** Opening Task input block **

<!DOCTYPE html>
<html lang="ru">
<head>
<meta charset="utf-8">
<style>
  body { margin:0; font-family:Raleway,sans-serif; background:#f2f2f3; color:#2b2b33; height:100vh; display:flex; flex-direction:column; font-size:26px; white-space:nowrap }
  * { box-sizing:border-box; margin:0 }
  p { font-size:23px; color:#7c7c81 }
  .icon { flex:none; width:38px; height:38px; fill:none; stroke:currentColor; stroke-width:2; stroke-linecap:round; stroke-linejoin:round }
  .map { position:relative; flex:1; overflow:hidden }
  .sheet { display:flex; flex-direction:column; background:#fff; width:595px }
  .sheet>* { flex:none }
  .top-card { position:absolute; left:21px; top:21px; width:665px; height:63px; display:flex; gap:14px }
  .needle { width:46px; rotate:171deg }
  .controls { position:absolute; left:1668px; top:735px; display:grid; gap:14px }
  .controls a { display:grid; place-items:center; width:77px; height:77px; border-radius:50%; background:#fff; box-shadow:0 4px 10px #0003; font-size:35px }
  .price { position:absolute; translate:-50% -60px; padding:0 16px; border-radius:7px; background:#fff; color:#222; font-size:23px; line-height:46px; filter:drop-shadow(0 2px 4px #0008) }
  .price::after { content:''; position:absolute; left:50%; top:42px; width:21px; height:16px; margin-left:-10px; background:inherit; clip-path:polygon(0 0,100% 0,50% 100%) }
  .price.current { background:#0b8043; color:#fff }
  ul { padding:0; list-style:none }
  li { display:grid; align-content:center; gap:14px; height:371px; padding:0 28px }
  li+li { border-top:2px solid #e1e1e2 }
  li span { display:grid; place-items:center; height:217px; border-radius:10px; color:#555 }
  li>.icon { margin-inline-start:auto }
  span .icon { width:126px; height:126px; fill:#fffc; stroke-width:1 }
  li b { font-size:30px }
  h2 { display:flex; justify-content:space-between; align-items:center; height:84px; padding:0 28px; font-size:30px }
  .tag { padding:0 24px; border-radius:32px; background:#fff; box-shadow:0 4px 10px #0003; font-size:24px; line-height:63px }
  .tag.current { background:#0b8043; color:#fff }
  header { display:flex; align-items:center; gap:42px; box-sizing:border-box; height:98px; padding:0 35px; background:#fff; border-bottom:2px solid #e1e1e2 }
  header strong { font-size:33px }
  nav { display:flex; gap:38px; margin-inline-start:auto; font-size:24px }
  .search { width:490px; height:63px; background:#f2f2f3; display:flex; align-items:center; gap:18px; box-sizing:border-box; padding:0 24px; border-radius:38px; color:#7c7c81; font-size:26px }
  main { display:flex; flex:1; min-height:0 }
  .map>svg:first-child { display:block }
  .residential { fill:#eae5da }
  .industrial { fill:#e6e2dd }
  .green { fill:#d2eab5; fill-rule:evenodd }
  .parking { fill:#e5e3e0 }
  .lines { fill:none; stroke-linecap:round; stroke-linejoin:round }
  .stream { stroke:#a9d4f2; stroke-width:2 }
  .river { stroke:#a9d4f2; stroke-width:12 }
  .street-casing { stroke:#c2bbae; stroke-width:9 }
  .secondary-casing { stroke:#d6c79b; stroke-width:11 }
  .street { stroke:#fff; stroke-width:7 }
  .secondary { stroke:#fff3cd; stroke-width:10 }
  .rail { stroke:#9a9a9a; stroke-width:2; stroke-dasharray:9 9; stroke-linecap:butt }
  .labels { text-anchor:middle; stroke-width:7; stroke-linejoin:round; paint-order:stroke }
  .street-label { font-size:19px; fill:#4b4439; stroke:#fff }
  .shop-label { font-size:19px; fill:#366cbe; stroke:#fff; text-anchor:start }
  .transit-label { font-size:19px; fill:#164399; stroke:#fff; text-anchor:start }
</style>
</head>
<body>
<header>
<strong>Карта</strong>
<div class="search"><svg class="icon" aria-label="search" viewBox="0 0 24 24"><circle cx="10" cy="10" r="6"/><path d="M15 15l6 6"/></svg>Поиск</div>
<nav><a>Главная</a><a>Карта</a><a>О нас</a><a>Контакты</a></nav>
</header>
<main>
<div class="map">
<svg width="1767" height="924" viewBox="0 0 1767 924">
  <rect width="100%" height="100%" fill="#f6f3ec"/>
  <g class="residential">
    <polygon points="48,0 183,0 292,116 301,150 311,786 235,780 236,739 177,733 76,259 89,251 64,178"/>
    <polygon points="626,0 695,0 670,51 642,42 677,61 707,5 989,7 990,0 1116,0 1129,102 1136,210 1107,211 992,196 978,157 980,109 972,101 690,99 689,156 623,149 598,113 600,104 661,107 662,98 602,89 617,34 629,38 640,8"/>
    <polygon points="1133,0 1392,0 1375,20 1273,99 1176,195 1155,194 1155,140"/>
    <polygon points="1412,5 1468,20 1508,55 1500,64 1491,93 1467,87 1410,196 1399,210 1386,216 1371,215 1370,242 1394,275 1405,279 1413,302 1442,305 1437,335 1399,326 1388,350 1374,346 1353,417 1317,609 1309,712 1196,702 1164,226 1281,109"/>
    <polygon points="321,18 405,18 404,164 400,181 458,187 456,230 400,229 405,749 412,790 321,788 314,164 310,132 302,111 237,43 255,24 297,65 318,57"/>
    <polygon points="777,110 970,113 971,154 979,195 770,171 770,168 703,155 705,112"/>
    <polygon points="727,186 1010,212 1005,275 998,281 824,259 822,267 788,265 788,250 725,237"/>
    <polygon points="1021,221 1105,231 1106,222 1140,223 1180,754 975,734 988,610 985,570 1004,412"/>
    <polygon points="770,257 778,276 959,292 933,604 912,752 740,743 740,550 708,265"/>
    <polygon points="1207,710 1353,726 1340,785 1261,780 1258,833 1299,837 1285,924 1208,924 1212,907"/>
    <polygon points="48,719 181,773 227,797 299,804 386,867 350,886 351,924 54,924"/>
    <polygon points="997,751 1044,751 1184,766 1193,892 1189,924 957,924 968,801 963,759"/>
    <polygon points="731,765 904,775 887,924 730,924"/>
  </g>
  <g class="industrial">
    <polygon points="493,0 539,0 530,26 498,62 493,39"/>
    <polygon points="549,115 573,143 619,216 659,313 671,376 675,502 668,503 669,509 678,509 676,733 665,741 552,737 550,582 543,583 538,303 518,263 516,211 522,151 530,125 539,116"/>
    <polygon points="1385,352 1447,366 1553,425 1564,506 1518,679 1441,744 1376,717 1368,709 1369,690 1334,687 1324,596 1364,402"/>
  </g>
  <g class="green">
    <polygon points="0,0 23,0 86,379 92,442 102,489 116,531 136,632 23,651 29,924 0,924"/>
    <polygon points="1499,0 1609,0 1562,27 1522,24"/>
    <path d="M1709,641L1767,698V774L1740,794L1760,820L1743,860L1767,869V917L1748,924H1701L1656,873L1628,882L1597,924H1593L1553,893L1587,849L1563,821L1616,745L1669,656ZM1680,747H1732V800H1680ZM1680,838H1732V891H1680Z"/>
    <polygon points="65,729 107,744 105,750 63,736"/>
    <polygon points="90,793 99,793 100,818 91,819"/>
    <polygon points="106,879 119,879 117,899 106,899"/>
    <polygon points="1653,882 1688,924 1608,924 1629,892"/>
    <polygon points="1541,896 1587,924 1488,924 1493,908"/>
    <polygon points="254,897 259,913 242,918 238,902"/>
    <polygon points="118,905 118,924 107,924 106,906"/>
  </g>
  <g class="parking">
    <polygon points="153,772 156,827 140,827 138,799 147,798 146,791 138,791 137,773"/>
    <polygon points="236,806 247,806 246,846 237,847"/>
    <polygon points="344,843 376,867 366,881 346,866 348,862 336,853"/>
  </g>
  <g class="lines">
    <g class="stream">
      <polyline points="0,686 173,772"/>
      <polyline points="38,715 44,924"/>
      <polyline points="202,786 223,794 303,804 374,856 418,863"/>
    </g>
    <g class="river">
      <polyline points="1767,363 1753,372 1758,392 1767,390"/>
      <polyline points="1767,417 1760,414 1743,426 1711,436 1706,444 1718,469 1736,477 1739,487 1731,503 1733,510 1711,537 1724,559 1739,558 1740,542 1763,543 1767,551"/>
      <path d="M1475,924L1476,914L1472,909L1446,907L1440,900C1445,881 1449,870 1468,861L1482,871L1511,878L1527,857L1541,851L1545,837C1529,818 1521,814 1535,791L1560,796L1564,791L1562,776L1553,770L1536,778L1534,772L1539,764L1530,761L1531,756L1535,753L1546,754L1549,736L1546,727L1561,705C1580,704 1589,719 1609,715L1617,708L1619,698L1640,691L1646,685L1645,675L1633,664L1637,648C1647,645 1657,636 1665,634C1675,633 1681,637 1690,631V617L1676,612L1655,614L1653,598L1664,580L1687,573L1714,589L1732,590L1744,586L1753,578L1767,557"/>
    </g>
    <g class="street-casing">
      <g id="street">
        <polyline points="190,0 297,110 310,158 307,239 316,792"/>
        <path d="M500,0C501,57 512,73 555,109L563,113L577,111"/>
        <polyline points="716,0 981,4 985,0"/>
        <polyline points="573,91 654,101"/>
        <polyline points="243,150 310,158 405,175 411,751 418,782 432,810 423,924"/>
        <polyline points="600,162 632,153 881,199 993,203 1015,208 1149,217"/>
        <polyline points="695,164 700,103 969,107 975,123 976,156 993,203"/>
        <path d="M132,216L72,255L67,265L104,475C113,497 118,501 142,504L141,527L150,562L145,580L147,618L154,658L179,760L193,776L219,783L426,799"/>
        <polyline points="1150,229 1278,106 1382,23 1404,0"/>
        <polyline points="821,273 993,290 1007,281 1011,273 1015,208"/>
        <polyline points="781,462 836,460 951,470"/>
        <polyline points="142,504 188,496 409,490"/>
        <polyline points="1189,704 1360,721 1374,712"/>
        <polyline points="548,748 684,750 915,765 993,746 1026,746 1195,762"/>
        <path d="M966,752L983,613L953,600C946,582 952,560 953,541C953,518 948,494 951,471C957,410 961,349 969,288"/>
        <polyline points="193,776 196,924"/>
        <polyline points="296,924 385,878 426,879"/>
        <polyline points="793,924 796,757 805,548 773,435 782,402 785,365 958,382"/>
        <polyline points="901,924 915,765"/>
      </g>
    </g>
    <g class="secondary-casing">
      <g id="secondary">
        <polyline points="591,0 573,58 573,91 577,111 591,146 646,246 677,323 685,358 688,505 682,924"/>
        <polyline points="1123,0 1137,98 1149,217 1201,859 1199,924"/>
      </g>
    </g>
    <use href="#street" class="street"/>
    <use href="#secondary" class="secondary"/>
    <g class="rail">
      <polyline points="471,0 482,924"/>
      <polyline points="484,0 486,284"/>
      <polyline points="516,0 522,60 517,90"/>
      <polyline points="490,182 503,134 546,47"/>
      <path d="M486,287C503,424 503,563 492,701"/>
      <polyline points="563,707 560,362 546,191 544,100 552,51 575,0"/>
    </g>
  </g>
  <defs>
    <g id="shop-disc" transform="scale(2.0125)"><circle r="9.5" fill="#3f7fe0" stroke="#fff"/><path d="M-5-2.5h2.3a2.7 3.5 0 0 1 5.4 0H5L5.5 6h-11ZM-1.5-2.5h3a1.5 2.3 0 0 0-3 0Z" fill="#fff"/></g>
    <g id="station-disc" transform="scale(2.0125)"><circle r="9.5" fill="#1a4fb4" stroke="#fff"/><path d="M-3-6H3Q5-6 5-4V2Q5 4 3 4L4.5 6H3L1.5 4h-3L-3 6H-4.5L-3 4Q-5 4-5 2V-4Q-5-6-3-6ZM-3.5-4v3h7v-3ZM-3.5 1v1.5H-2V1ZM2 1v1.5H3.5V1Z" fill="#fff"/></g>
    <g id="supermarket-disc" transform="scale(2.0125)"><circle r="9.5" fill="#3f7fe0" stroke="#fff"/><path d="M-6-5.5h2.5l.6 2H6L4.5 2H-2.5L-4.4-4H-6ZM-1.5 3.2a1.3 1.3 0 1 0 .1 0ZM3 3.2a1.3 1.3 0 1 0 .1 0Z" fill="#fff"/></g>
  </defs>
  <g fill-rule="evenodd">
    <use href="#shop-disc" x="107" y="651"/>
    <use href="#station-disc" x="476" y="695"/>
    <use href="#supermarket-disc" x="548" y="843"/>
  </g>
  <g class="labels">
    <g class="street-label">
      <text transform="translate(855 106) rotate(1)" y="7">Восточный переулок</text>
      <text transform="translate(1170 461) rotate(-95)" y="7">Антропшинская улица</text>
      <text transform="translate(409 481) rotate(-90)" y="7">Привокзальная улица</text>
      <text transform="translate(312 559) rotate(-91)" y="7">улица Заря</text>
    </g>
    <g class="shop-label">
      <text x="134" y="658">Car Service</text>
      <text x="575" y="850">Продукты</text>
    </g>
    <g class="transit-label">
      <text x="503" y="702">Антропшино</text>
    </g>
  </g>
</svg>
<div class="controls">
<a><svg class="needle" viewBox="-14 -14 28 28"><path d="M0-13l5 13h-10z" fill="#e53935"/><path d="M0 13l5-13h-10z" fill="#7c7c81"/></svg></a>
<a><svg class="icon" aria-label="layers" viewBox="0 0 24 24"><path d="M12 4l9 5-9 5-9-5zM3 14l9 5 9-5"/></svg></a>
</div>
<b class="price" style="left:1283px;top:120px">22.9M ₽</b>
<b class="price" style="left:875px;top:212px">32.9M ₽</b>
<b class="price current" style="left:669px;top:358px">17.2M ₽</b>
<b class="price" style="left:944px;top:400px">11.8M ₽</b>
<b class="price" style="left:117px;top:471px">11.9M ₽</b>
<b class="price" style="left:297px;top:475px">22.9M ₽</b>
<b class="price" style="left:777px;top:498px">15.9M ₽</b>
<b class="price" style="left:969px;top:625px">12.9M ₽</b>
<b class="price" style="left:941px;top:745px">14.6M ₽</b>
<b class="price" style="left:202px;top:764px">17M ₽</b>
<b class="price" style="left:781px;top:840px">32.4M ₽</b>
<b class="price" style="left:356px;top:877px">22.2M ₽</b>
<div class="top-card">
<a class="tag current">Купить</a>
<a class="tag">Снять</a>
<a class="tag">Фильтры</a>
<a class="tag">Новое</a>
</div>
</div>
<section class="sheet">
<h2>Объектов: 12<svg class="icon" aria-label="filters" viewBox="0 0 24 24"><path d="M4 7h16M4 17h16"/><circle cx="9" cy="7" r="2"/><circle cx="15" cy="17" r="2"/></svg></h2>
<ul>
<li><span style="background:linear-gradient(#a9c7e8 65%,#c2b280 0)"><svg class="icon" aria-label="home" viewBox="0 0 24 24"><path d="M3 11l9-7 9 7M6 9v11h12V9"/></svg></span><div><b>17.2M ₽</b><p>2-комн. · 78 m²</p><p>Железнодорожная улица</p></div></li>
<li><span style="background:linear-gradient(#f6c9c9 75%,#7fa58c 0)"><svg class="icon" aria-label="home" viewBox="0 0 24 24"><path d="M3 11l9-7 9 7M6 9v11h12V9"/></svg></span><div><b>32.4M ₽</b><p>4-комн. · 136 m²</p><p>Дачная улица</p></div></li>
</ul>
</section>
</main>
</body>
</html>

** Closing Task input block **

_Work to be completed_
Copy out, word for word, the part of the entries above that begins at the line with "display:flex; flex-direction:column; background:#fff;" and ends at the line with "display:grid; align-content:center; gap:14px;", including both.

_Task solution_
  .sheet { display:flex; flex-direction:column; background:#fff; width:595px }
  .sheet>* { flex:none }
  .top-card { position:absolute; left:21px; top:21px; width:665px; height:63px; display:flex; gap:14px }
  .needle { width:46px; rotate:171deg }
  .controls { position:absolute; left:1668px; top:735px; display:grid; gap:14px }
  .controls a { display:grid; place-items:center; width:77px; height:77px; border-radius:50%; background:#fff; box-shadow:0 4px 10px #0003; font-size:35px }
  .price { position:absolute; translate:-50% -60px; padding:0 16px; border-radius:7px; background:#fff; color:#222; font-size:23px; line-height:46px; filter:drop-shadow(0 2px 4px #0008) }
  .price::after { content:''; position:absolute; left:50%; top:42px; width:21px; height:16px; margin-left:-10px; background:inherit; clip-path:polygon(0 0,100% 0,50% 100%) }
  .price.current { background:#0b8043; color:#fff }
  ul { padding:0; list-style:none }
  li { display:grid; align-content:center; gap:14px; height:371px; padding:0 28px }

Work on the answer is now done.